1024cores

chrisaycock · on Dec 31, 2010

The "many core" problem is this decade's C10K. I look forward to more expert discussion on scaling across massively multi-core architectures.

zerothehero · on Dec 31, 2010

Is it really? Scaling today means running on more than one machine (google, facebook, twitter, etc.)

That means no shared memory. He helpfully makes this distinction on his front page ("I'm mostly interested in shared-memory system, so if you are looking for information about clusters, web-farms, distributed databases and the like, it's the wrong place")

According to Google's Jeff Dean, "to Google, multi-core computers look like separate servers with really fast interconnections" (i.e. memory).

So if you are running your applications on many machines anyway, you might as well drastically simplify your code by writing it "single-threaded" and running #cores copies on each machine.

dvyukov · on Jan 1, 2011

> Scaling today means running on more than one machine

Of course it's not. Hundreds of millions of people use just a single computer for a lot of tasks.

>you might as well drastically simplify your code by writing it "single-threaded" and running #cores copies on each machine.

It's not the worst approach. However there may be significant penalties in terms of performance and latency in some contexts. You are definitely don't want to use your approach for games and browsers. As for server software it depends on performance/latency requirements. For example, if you will use it in High-Frequency Trading marker, count you loose all your money.

JabavuAdams · on Dec 31, 2010

Games, movies, multimedia, etc.

sgt · on Dec 31, 2010

Interesting, but seriously, take those ads off. Are you expecting to make money off of this? Even if you did, it would be pocket change at most.

DaniFong · on Dec 31, 2010

I would add -- if you're expecting to make money off this, you're probably better off advertising your own consulting services -- at suitably high rates.
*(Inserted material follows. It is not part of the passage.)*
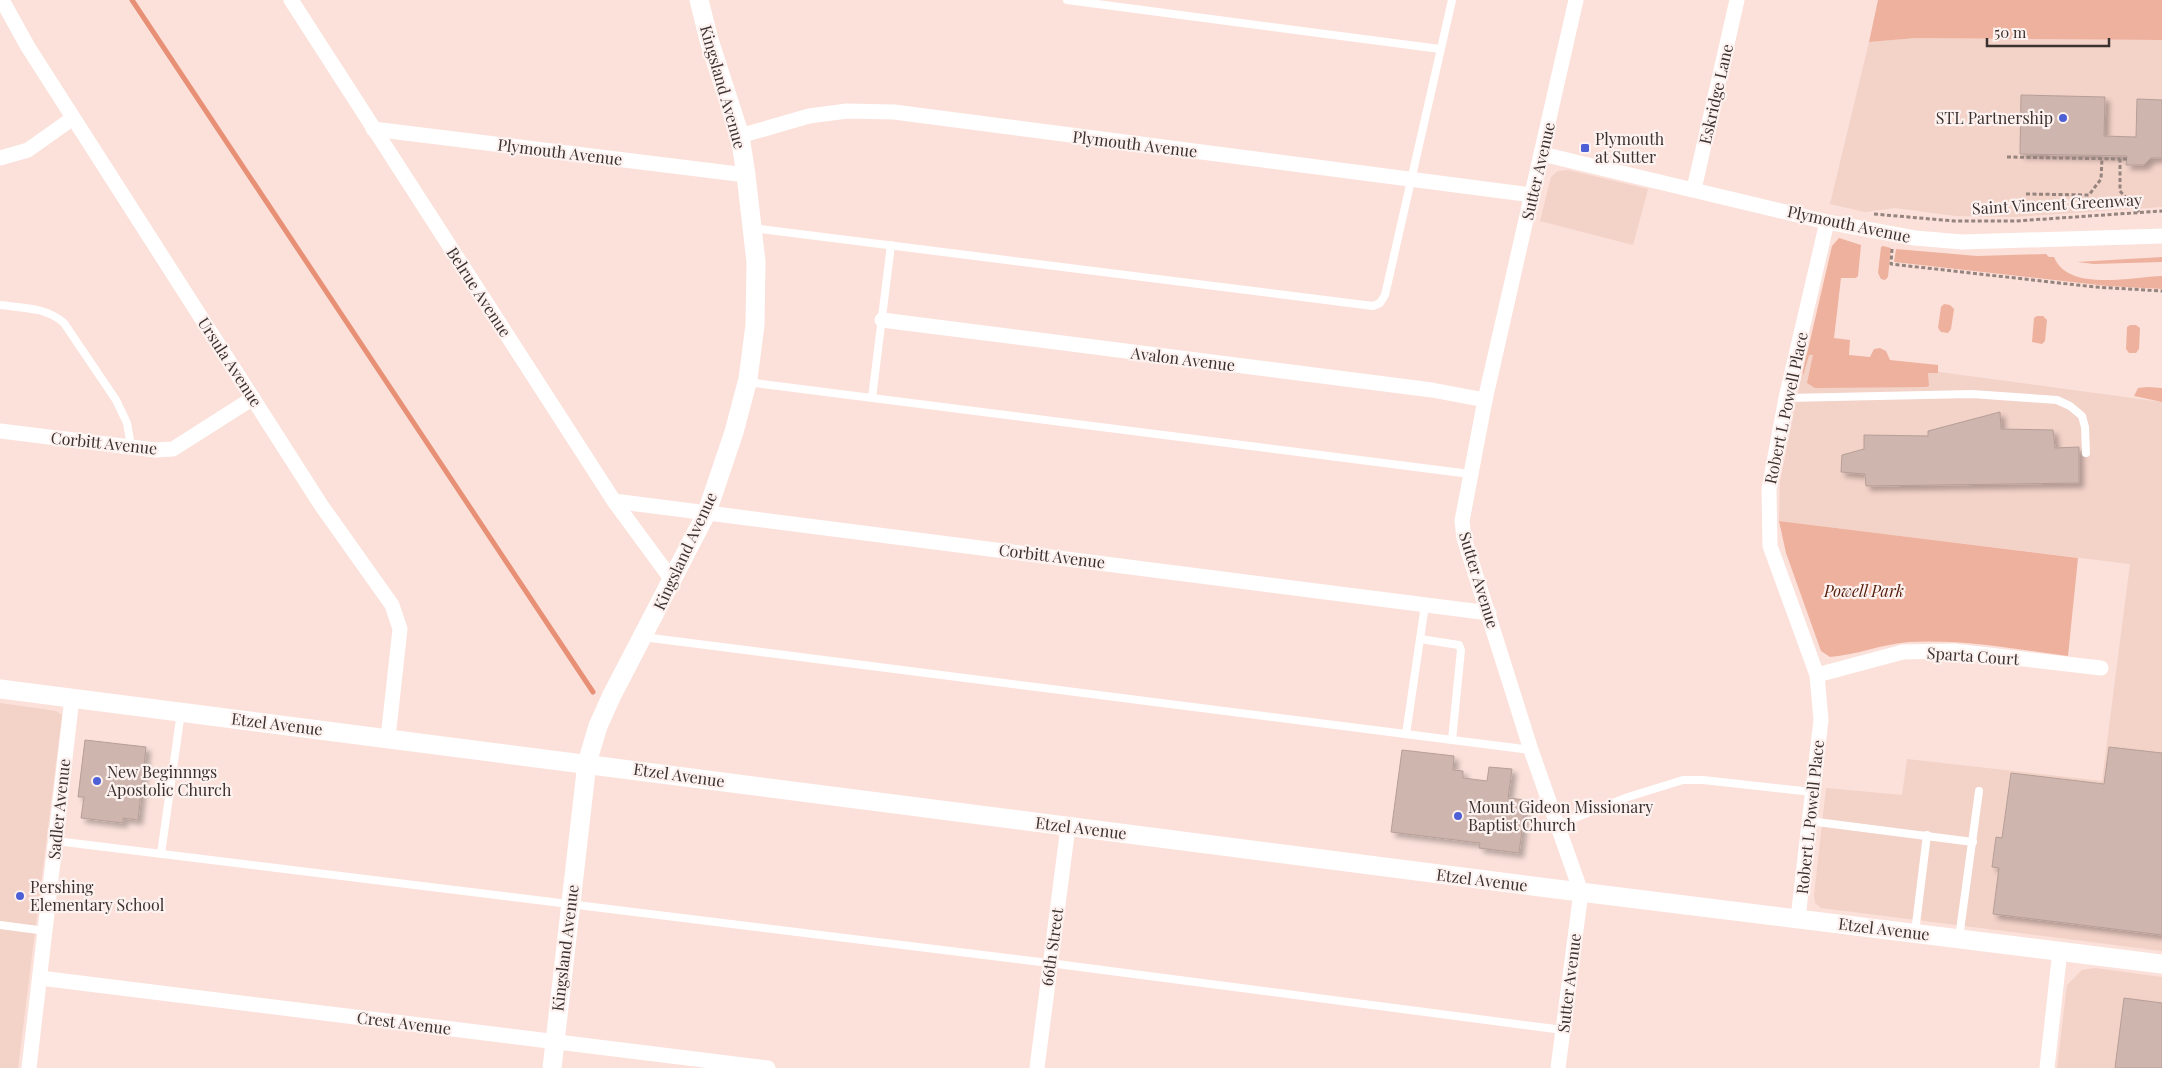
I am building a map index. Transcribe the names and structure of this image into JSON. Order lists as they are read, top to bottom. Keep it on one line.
{"streets":{"street":["Kingsland Avenue","Eskridge Lane","Plymouth Avenue","Sutter Avenue","Belrue Avenue","Avalon Avenue","Ursula Avenue","Robert L Powell Place","Corbitt Avenue","Sparta Court","Etzel Avenue","Sadler Avenue","66th Street","Crest Avenue"],"path":["Saint Vincent Greenway"]},"crossings":[["Kingsland Avenue","Plymouth Avenue"],["Kingsland Avenue","Belrue Avenue"],["Kingsland Avenue","Corbitt Avenue"],["Kingsland Avenue","Etzel Avenue"],["Kingsland Avenue","Crest Avenue"],["Eskridge Lane","Plymouth Avenue"],["Plymouth Avenue","Sutter Avenue"],["Plymouth Avenue","Belrue Avenue"],["Plymouth Avenue","Robert L Powell Place"],["Sutter Avenue","Avalon Avenue"],["Sutter Avenue","Corbitt Avenue"],["Sutter Avenue","Etzel Avenue"],["Belrue Avenue","Corbitt Avenue"],["Ursula Avenue","Corbitt Avenue"],["Ursula Avenue","Etzel Avenue"],["Robert L Powell Place","Sparta Court"],["Robert L Powell Place","Etzel Avenue"],["Etzel Avenue","Sadler Avenue"],["Etzel Avenue","66th Street"],["Sadler Avenue","Crest Avenue"]],"parks":["Powell Park"],"places":{"other":["STL Partnership","New Beginnngs Apostolic Church","Mount Gideon Missionary Baptist Church","Pershing Elementary School"],"transit":["Plymouth at Sutter"]},"scale_bar":"50 m"}
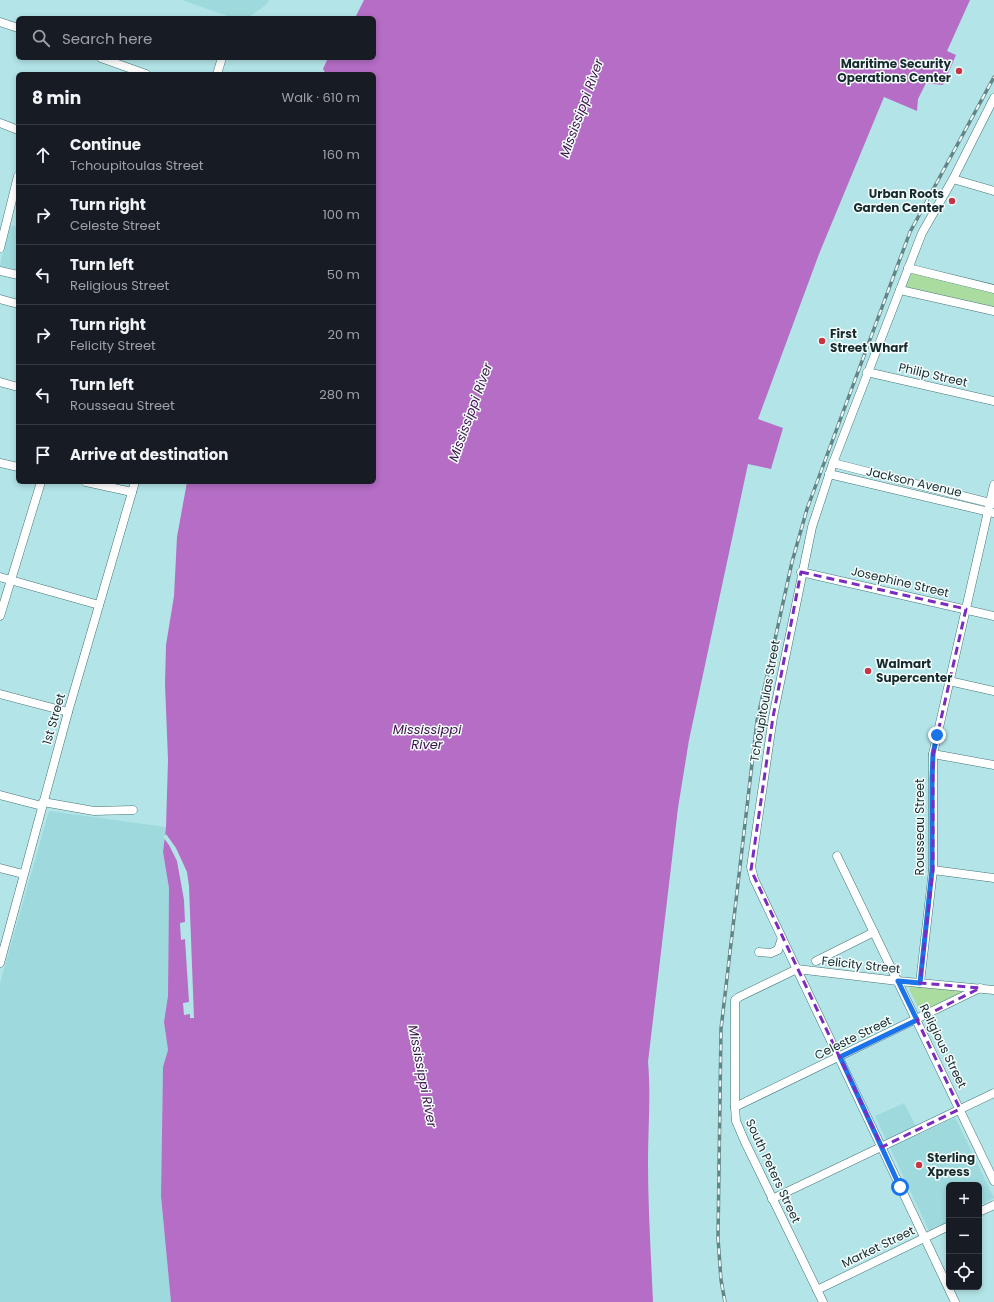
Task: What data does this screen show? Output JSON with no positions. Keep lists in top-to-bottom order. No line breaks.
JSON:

You're the expert now... :-)

hmottestad · on Dec 31, 2010

I have ads on my own site, never made much off of them, not even enough to partially cover my hosting costs.

However I leave them there just as a reminder that someone is footing the bill.

If someone doesn't like ads, then they can use an ad blocker :)

dvyukov · on Jan 1, 2011

I am very close to covering a first year of hosting :) As for consulting and, perhaps, paid libraries, well, first I need a good site, right?

codex · on Dec 31, 2010

So far, nobody has mentioned the author's C++ based race detection tool. Conceptually it is similar to Corensic's commercial product, Jinx (http://www.corensic.com) but practically Jinx supports more languages, doesn't require recompilation, and is most likely much faster.

dvyukov · on Jan 1, 2011

It's "similar" to a lot of software out there: Intel Thread Checker, Chord, Zing, Spin, RacerX, CheckFence, Sober, Coverity Thread Analyzer, CHESS, KISS, PreFast, Prefix, FxCop. However, what you are missing is that most of these tools (and Jinx as far as I see, can't find clear description on the site, mostly vague marketing stuff) are of help to you if you are an application developer who writes in term of mutexes. While RRD is of help to you if you are implementing mutexes itself. Can you verify involved mutex algorithm down to possible memory access reorderings? I doubt.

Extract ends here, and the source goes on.